LOCKDOWNS DON’T WORK
And we finally move to the core issue: Do lockdowns work? No, they don’t.
Study upon study shows it has no effect on the overall containment of the pandemic, particularly mortality levels. In this regard, one thing that really helped the Philippines is its youthful demographic: median age of 25.7 years old, with 90% of the population between 0-54 years of age. It is most likely this reason why the Philippines has a low deaths per million (17.28, at a low 75th place). This despite having one of the most populous, densest cities in the world.
As Dr. Verzosa points out: “Evolving data suggest that … community/country lockdowns do not seem to decrease mortality from COVID-19. Though we know it slows down the rate of transmission, it does not reduce the risk of dying from the disease overall. Creating policies centered only on death as a measure of the effect of the pandemic overlooks morbidity and mortality from other causes, many of which cannot yet be fully appreciated. The only way out of a lockdown is to consider data on the morbidity and mortality of a plummeting economy as well as non-COVID related diseases as its indirect effect.”

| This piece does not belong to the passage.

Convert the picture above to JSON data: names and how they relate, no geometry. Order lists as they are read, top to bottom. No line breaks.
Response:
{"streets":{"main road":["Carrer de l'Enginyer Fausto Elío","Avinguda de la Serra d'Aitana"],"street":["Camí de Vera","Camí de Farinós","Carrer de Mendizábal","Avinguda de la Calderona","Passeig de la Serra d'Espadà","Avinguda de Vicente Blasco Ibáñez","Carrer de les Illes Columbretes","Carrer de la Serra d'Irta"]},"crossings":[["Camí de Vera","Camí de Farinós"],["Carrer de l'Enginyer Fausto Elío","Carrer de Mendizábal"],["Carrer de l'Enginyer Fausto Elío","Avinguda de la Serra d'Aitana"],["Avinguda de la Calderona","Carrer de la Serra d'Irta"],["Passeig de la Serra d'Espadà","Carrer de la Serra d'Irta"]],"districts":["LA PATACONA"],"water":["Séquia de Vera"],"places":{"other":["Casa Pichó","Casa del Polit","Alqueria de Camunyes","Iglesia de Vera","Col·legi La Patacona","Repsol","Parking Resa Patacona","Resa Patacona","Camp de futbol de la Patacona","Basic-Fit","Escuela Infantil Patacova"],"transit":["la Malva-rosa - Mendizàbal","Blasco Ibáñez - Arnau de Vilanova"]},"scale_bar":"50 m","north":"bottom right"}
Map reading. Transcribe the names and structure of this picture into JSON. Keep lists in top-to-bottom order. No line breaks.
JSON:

Even The Lancet now recognizes this fact. A study published July 21 found that lockdowns have no effectiveness on the virus’s overall mortality rate: “Lockdowns were not associated with reductions in the number of critical cases or overall mortality.” The WHO representative in the Philippines was also reported saying that contact tracing, instead of hard lockdowns, should be the focus.
Lockdowns don’t work. That much is certain. If one looks at the top 10 countries with most deaths per million (as of July 24), eight imposed strict lockdowns and all 10 have median ages far higher than the Philippines. Most of the deaths Sweden had were from the elderly population, which was the same result that strictly locked-down New York had.
Dr. Verzosa best sums it up: “You can’t replace poor population health management with a lockdown.”
Jemy Gatdula is a Senior Fellow of the Philippine Council for Foreign Relations and a Philippine Judicial Academy law lecturer for constitutional philosophy and jurisprudence.